New Trends,2A self cleaving peptides do apparently work in bacteria

The use of 2A peptides has revolutionized gene expression by enabling the co-expression of multiple proteins from a single transcript. These viral-derived oligopeptides, typically 18-22 amino acids in length, function by co-translational ribosomal skipping, effectively "cleaving" the nascent polypeptide chain. However, researchers often encounter situations where the 2A peptide not working as expected, leading to fused proteins or incomplete expression. This article delves into the common reasons behind 2A peptide failure and provides actionable strategies to troubleshoot these issues, drawing upon extensive research and practical experience.

Understanding the Mechanism of 2A Peptides

Before addressing why your 2A peptide not working, it's crucial to understand its mechanism. 2A peptides, such as those derived from the foot-and-mouth disease virus (FMDV), do not undergo true proteolytic cleavage. Instead, they exploit a unique ribosomal mechanism. During translation, the 2A peptide sequence interacts with the ribosome's exit tunnel. This interaction causes the ribosome to skip the formation of a peptide bond between a glycine (Gly) residue within the 2A peptide and a proline (Pro) residue at its C-terminus. This results in the release of the upstream protein while translation continues, albeit with a residual proline tag on the downstream protein. This process is often referred to as "self-cleavage" or "ribosomal skipping."

Common Reasons for 2A Peptide Failure

Several factors can contribute to a 2A peptide not working correctly in your experimental setup. Identifying the specific cause is key to successful troubleshooting.

* Inefficient Ribosomal Skipping: The efficiency of ribosomal skipping can vary significantly between different 2A peptides and even between different gene contexts. Some studies have systematically compared various 2A peptides, such as T2A and P2A, finding differences in their efficiency. If the skipping is not efficient, you will observe unfused or tandem proteins, indicating the 2A peptide is not working. This can be a serious problem when equimolar expression is desired.

* Gene Context and Position Effects: The surrounding genetic sequence can influence 2A peptide function. The position of a gene within a polycistronic construct has been shown to affect protein expression levels. For instance, a systematic comparison of 2A peptides for cloning multi- genes in a polycistronic vector revealed that gene position matters. If your 2A peptide is not working, consider the possibility that the specific gene context is hindering its function. Some researchers suggest that swapping your tricky protein to position three in the vector could be a viable solution.

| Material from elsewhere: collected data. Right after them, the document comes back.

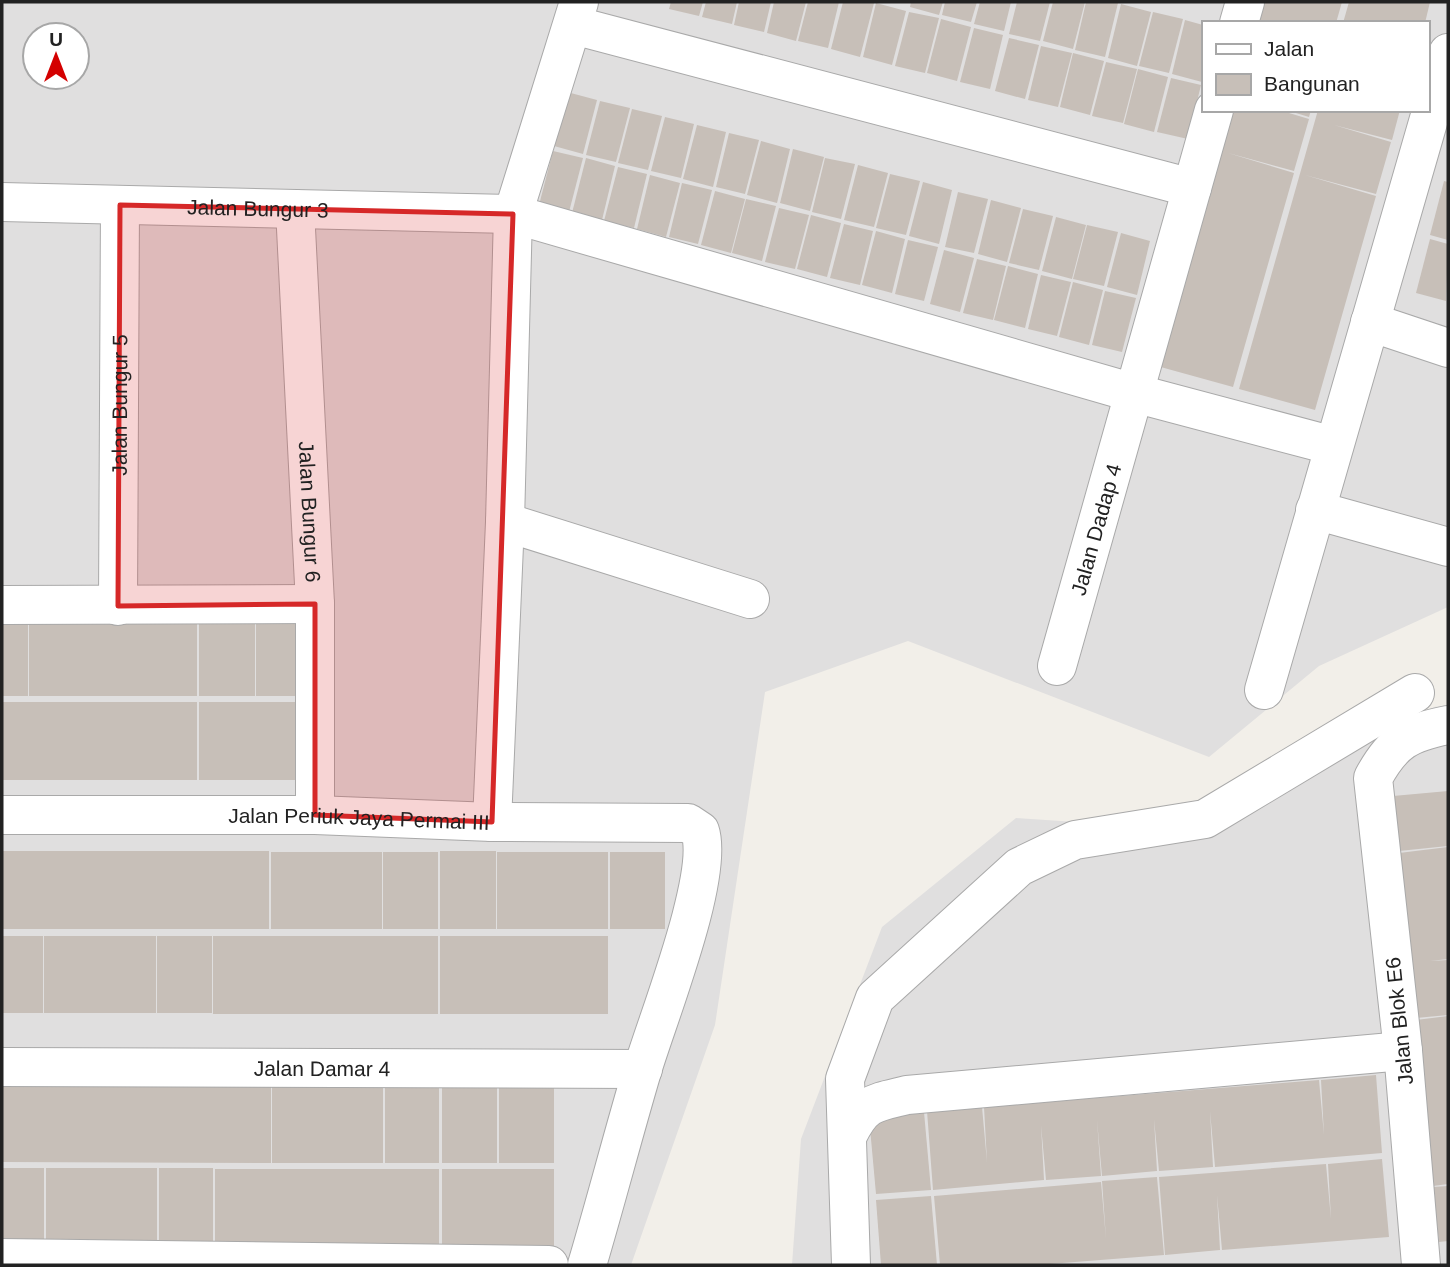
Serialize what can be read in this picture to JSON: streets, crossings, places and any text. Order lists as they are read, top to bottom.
{
  "streets": {
    "street": [
      "Jalan Bungur 3",
      "Jalan Bungur 5",
      "Jalan Bungur 6",
      "Jalan Dadap 4",
      "Jalan Periuk Jaya Permai III",
      "Jalan Blok E6",
      "Jalan Damar 4"
    ]
  },
  "crossings": [
    ["Jalan Bungur 3", "Jalan Bungur 5"],
    ["Jalan Bungur 3", "Jalan Bungur 6"],
    ["Jalan Bungur 3", "Jalan Dadap 4"],
    ["Jalan Bungur 6", "Jalan Periuk Jaya Permai III"],
    ["Jalan Periuk Jaya Permai III", "Jalan Damar 4"]
  ],
  "legend": ["Jalan", "Bangunan"],
  "north": "top"
}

* Upstream and Downstream Protein Interactions: The nature of the proteins being expressed can also play a role. If the upstream protein is very large or has specific structural features, it might interfere with the ribosome's ability to perform the skipping event. Similarly, the downstream protein's sequence can influence the efficiency. For example, the N-terminal amino acids of the downstream protein, such as the proline remnant left by the 2A peptide, can sometimes affect protein stability. One study highlighted that the N-terminal proline remnant of the 2A peptide, alone or in combination with leucine, introduced during polycistronic cloning, can destabilize certain proteins like KLF4.

* Cell Line or Organism Specificity: While 2A peptides are widely used in eukaryotic systems, their functionality can differ across species or cell types. For example, the question of whether 2A self-cleaving peptides do apparently work in bacteria has been debated. While some evidence suggests they can function in bacteria, they are not commonly used in these chassis due to lower efficiency or potential for fused proteins. If you are working in a non-standard eukaryotic system, investigate if 2A peptides have been successfully implemented.

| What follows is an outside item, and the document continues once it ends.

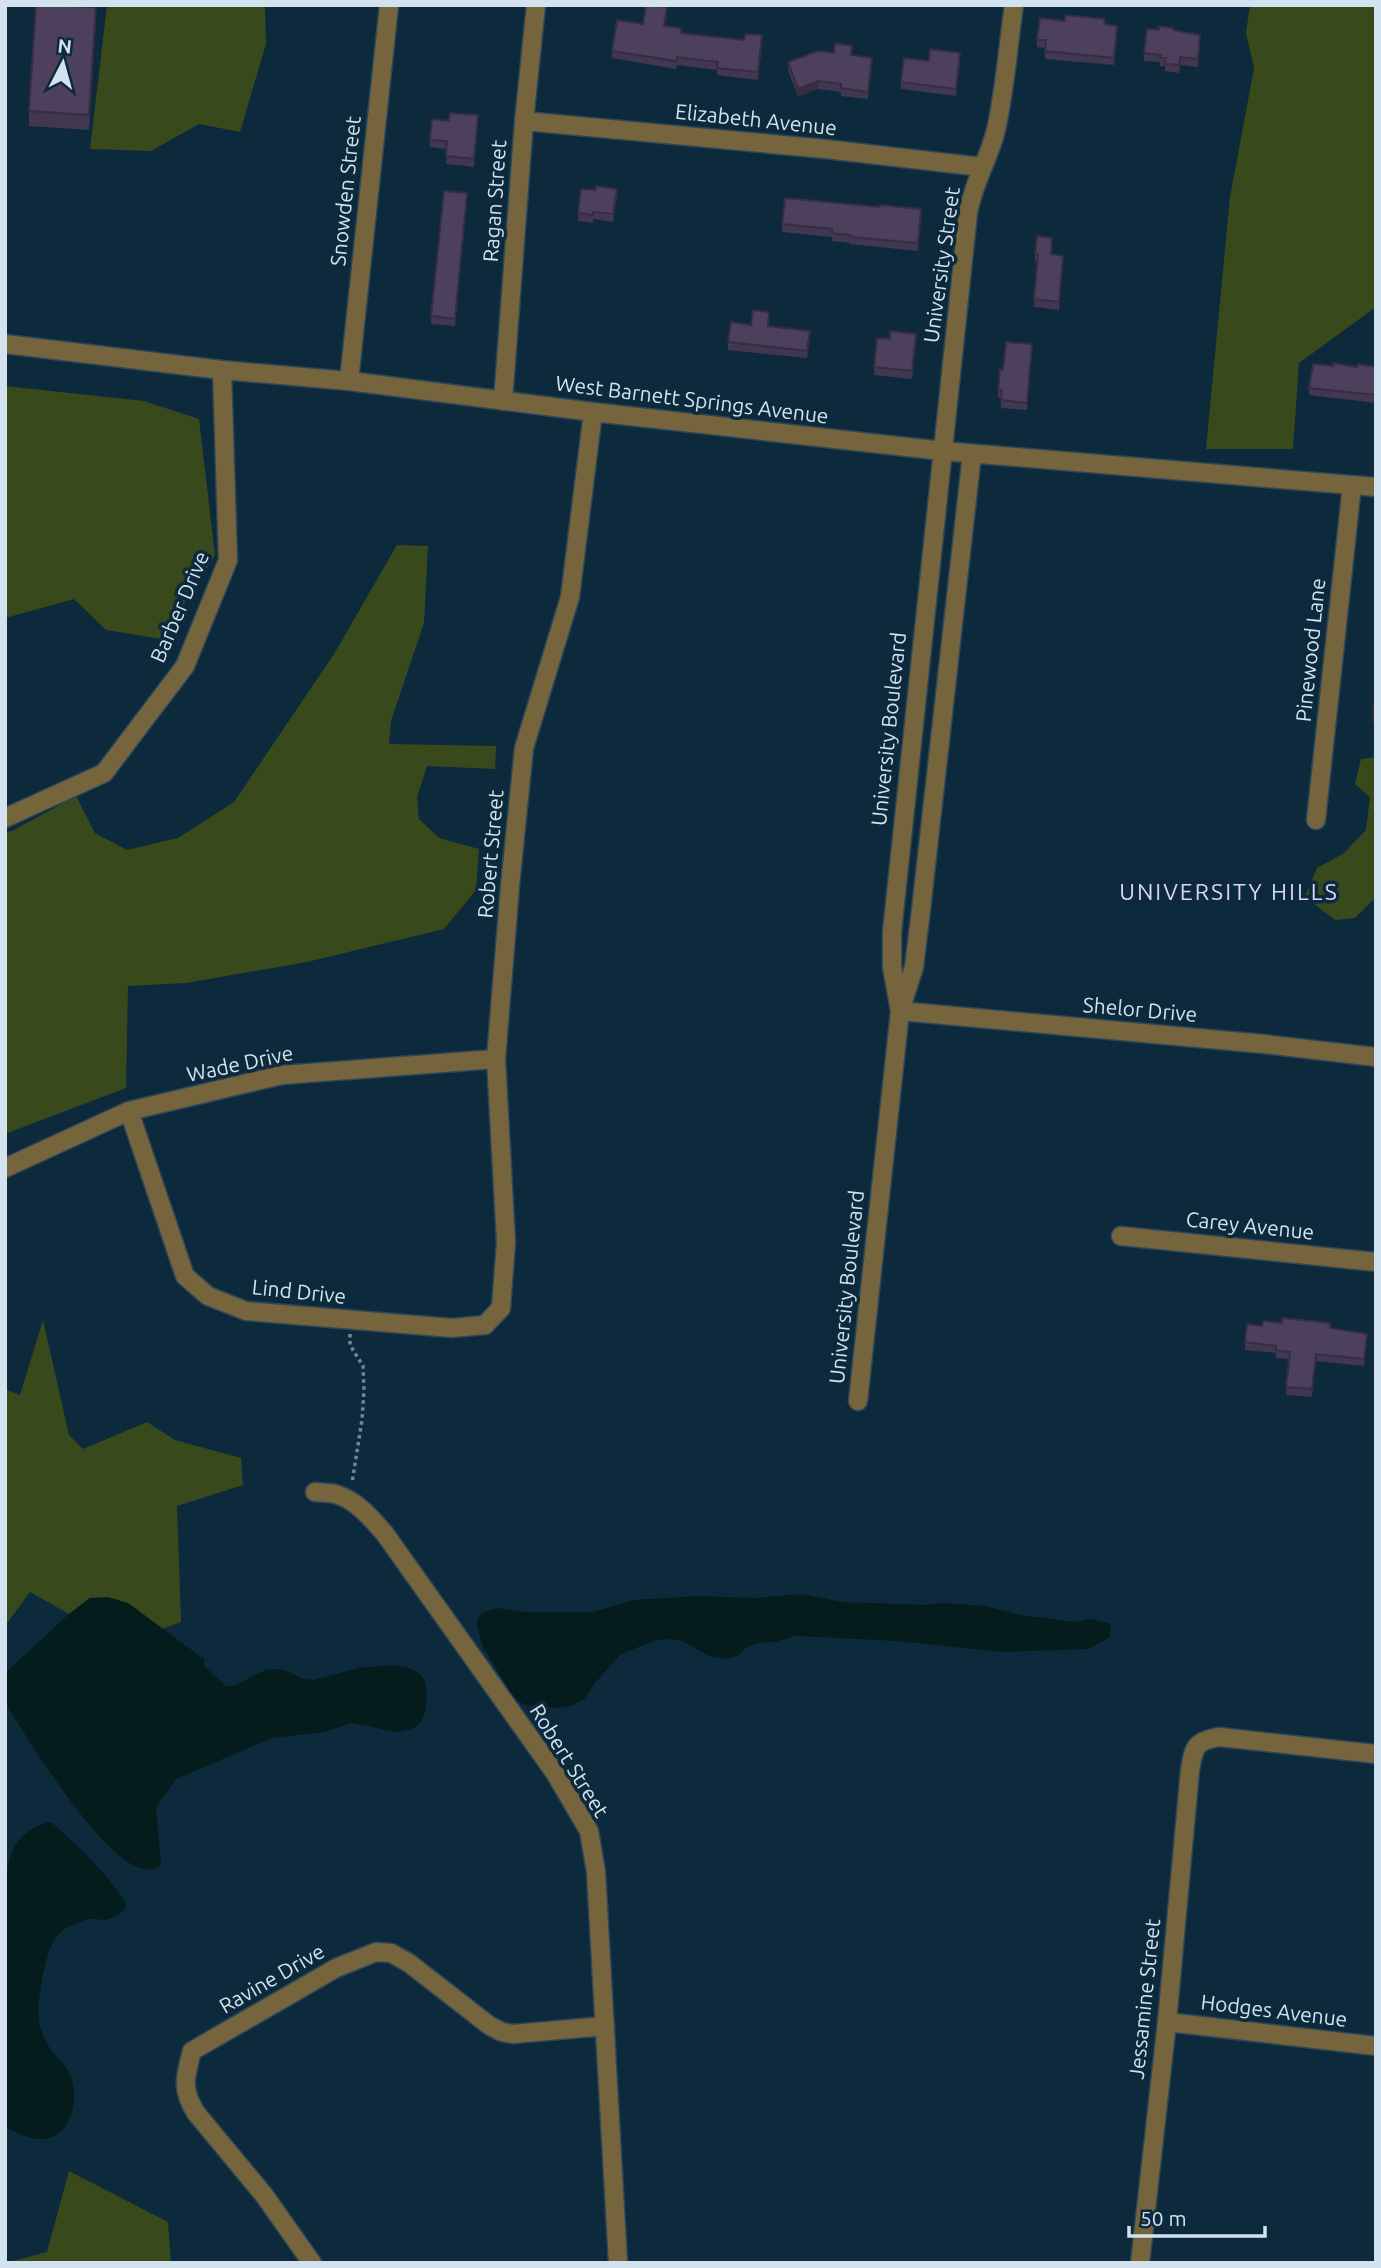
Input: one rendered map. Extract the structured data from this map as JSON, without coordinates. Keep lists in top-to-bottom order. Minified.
{"streets":{"street":["Elizabeth Avenue","Snowden Street","Ragan Street","University Street","West Barnett Springs Avenue","Barber Drive","Pinewood Lane","University Boulevard","Robert Street","Shelor Drive","Wade Drive","Carey Avenue","Lind Drive","Ravine Drive","Jessamine Street","Hodges Avenue"]},"crossings":[["Elizabeth Avenue","Ragan Street"],["Elizabeth Avenue","University Street"],["Snowden Street","West Barnett Springs Avenue"],["Ragan Street","West Barnett Springs Avenue"],["University Street","West Barnett Springs Avenue"],["University Street","University Boulevard"],["West Barnett Springs Avenue","Barber Drive"],["West Barnett Springs Avenue","Pinewood Lane"],["West Barnett Springs Avenue","University Boulevard"],["West Barnett Springs Avenue","Robert Street"],["University Boulevard","Shelor Drive"],["Robert Street","Wade Drive"],["Robert Street","Lind Drive"],["Robert Street","Ravine Drive"],["Wade Drive","Lind Drive"],["Jessamine Street","Hodges Avenue"]],"districts":["UNIVERSITY HILLS"],"scale_bar":"50 m","north":"top"}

* Vector Design and Sequence Integrity: Errors in the plasmid design or sequence integrity can lead to 2A peptide failure. Ensure that the P2A DNA sequence or the sequence of your chosen 2A peptide is accurately synthesized and cloned into the vector. Mismatches or mutations within the 2A peptide sequence will prevent its proper function.

* N-terminal Signal Sequences: For secreted or membrane-anchored proteins expressed downstream of a 2A peptide, the presence of an N-terminal signal sequence is still required. A signal sequence is still required in genes downstream of a “self-cleaving” 2A peptide for secretary or membrane-anchored expression. Without it, the downstream protein will not be correctly targeted, even if the 2A peptide functions.

Troubleshooting Strategies When Your 2A Peptide Not Working

When you encounter issues with your 2A peptide, systematically work through these troubleshooting steps:

1. Verify the 2A Peptide Sequence: Double-check the exact sequence of the 2A peptide you are using. Different 2A sequences can work with different efficiencies, and some may leave more fused peptides than others. Ensure it is free from mutations.